European stocks traded lower Thursday after a third consecutive session of declines on Wall Street as investors shifted focus to global energy and currency markets and await a key policy meeting from the European Central Bank.

The region-wide Stoxx 600 Europe Index was marked 0.21% lower in the opening hour of trading, with all of the region's major benchmarks putting up modest declines of around 0.2%. Britain's FTSE 100 was the biggest mover, falling 0.56% as energy and basic materials stocks held down the benchmark. 

The biggest decliner on the session, however, was the domestic-focused grocery store chain Wm. Morrison Supermarkets plc (MRWSY)  , which posted it first full-year profits in five years but saw its shares tumble 5.22% after it cautioned on "uncertain" conditions for 2017.

In France, another retailer -- the world's second largest, in fact -- was also under pressure after relatively solid full-year earnings. Carrefour SA (CRRFY) shares fell 4.75% to a three month low after it kept its full-year dividend unchanged amid ongoing weakness in its domestic French market.

On the upside, AkzoNobelNV (AKZOY) shares surged 13.5% in Amsterdam after it rejected a $22.1 billion takeover bid from PPG Industries(PPG) - Get Report and said it would look at selling or floating one of its key business units in order to boost investor returns.

Akzo said PPG offered to buy the Dutch chemicals group for around €83 per share, in cash and shares, a 29% premium to Akzo's Wednesday closing price of €64.42 that would value Akzo at around €21 billion ($22.1 billion).

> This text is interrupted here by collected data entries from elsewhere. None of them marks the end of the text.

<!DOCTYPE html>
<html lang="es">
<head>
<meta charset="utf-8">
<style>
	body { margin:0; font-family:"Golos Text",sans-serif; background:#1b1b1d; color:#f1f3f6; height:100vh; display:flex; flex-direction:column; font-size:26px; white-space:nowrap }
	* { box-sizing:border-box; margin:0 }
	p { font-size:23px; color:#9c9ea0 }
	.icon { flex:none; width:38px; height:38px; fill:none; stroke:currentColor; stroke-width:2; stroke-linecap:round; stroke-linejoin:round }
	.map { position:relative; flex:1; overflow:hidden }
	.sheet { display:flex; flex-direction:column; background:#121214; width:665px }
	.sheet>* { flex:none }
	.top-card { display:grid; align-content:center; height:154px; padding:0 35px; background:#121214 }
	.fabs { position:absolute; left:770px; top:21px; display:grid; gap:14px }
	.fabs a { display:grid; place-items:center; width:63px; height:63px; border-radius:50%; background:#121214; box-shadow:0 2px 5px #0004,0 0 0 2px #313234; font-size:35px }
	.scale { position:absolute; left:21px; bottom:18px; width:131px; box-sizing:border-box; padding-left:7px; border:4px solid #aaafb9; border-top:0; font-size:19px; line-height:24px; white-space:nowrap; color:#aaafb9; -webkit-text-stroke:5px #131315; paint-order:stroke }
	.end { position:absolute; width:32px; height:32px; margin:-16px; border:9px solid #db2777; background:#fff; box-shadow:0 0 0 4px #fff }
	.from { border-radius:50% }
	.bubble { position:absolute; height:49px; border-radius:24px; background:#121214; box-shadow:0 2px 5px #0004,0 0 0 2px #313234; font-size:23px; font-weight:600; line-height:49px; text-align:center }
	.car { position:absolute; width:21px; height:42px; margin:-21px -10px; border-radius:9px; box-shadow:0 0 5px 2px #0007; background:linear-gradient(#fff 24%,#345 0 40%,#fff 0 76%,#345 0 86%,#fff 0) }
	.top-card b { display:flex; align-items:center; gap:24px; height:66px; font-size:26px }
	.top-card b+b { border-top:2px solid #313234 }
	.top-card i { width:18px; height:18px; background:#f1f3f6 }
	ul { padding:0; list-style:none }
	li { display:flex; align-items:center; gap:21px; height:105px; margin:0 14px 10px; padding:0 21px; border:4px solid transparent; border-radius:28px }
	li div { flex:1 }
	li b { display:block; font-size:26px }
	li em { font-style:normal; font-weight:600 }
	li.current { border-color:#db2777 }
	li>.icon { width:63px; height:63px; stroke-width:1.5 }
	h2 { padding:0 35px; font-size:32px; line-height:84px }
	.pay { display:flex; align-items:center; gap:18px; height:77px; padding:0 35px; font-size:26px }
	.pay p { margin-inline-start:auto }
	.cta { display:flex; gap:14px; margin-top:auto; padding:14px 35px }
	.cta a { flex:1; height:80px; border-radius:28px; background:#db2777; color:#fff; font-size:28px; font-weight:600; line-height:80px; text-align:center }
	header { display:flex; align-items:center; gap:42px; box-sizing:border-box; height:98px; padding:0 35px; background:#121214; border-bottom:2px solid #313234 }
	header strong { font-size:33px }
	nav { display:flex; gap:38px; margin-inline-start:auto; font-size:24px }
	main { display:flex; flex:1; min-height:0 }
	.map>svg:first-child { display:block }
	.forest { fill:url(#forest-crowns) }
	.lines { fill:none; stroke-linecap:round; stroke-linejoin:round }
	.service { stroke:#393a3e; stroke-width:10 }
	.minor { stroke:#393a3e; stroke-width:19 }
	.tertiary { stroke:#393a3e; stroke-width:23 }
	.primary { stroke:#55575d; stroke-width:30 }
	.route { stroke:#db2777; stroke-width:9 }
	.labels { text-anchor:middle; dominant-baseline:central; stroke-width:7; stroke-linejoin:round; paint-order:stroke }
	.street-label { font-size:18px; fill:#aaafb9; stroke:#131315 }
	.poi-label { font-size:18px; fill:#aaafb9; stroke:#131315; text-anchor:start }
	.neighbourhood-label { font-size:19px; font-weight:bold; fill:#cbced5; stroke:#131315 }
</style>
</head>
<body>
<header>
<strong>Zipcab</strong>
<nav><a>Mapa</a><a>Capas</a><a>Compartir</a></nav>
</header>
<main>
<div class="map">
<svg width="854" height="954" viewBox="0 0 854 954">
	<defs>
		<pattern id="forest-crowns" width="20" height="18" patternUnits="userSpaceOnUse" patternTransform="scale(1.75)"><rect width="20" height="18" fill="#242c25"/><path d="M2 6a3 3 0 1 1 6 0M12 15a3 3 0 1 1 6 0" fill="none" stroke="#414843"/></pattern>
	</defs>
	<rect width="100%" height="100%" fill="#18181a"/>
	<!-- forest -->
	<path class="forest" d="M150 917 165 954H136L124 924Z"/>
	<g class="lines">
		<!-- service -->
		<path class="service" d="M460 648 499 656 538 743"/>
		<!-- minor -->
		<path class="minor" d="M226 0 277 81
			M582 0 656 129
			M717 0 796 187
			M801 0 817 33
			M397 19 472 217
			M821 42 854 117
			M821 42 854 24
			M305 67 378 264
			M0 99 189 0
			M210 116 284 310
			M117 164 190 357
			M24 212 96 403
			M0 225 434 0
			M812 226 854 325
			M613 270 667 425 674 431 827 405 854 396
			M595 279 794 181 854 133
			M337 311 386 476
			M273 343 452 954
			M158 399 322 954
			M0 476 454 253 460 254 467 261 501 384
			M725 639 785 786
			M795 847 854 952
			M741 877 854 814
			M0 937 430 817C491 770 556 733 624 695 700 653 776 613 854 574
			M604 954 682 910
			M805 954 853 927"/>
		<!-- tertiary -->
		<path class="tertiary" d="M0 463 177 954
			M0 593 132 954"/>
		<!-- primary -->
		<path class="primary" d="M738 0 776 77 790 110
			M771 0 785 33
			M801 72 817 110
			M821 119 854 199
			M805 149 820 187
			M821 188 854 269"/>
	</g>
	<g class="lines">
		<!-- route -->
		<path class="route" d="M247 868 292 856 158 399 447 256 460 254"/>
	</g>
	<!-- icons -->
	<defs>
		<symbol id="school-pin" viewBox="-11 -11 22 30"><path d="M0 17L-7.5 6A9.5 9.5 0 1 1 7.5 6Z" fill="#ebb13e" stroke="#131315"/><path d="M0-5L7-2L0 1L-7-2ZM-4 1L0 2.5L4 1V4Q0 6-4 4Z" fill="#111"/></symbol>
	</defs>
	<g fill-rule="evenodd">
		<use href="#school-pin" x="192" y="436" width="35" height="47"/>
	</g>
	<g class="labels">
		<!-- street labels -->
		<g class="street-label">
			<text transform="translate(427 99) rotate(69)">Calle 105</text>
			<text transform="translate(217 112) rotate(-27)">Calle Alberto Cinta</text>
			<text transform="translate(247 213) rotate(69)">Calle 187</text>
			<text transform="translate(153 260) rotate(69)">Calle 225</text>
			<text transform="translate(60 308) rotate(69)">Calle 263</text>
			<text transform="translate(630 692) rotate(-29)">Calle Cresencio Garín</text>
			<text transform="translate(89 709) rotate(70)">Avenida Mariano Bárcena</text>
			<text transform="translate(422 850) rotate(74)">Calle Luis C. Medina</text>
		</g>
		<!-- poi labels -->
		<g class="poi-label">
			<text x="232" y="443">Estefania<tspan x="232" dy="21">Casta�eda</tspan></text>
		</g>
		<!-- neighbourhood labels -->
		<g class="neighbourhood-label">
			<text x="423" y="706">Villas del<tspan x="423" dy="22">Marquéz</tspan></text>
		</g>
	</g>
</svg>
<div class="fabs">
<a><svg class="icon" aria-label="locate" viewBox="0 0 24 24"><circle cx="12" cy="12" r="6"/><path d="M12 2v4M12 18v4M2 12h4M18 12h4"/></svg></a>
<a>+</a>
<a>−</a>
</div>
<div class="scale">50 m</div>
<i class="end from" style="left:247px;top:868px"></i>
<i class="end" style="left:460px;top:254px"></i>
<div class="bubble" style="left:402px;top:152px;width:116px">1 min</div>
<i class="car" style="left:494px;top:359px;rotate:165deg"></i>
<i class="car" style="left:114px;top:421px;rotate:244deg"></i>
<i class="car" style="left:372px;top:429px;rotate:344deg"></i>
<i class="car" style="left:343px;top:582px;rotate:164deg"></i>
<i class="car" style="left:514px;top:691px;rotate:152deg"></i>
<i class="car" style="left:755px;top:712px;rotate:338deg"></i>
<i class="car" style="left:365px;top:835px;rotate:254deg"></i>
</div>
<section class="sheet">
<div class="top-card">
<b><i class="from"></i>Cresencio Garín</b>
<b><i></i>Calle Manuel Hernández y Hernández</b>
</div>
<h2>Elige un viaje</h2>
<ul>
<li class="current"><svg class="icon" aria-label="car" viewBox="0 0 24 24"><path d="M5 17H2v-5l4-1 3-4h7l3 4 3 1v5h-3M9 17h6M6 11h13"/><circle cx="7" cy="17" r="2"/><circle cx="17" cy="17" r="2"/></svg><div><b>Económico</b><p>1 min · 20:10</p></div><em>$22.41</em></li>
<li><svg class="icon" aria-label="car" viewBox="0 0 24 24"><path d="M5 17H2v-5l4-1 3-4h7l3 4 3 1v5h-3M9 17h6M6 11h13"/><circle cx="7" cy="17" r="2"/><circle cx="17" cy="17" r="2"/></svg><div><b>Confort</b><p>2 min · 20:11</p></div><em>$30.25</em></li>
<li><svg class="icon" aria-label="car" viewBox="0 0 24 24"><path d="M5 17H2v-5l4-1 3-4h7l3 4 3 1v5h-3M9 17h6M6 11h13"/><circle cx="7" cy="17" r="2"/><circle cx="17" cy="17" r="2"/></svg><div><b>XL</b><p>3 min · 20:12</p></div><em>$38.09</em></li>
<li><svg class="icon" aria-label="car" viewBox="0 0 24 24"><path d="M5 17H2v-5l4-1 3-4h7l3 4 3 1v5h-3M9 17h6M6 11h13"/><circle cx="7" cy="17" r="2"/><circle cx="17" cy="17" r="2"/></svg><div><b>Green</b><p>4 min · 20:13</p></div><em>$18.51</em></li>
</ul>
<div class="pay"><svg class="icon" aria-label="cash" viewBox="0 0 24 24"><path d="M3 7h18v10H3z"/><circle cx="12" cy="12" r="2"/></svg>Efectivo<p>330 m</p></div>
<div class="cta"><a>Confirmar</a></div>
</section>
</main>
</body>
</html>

Azko rejected the unsolicited bid, but said it would look at strategic alternatives, including the sale of its Specialty Chemicals business, which had €4.8 billion in sales last year.

Much of Asia trading was dictated by a surging U.S. dollar, which traded near its 2017 highs against a basket of global currencies after solid domestic employment data increased bets that the Federal Reserve will begin raising interest rates at it meeting next week.

The gains hit regional shares across the board, with the MSCI Asia ex-Japan index falling 0.92%. Japan's Nikkei 225, however, was able to snap a four-day losing streak with a 0.34% advance as a weaker yen boosted export stocks in the wake of the dollar's overnight surge.

Global oil prices also tried a bit of a comeback in Asia trading after Wednesday's sharp 5% declines, which were triggered by a bigger-than-expected buildup in U.S. commercial crude inventories. WTI future for April delivery were marked 0.65% higher at $50.61 per barrel while Brent contracts were seen 0.8% higher at $53.57 per barrel.

The Dow Jones Industrial Average retreated again on Wednesday, its first three-day decline since January, as crude oil suffered its largest drop in more than a year.

The Dow slid 0.33%. The S&P 500 was down 0.23%, and the Nasdaq increased 0.06%.

Losses in crude oil accelerated this afternoon to close at their lowest level of the year. Crude oil prices fell on Wednesday after another rise in domestic inventories. The Energy Information Administration reported U.S. stockpiles added 8.2 million barrels of crude in the past week. The increase was four times what analysts expected. Commercial inventories rose to an all-time high of 528.4 million barrels.

Equity futures are signalling a modest advance for the Dow at the opening bell on Wall Street Thursday, with the benchmark priced for a 3 point rise. The broader S&P 500 is likely to gain just 1 point at the start of trading while the Nasdaq is expected to bump 2.2 points.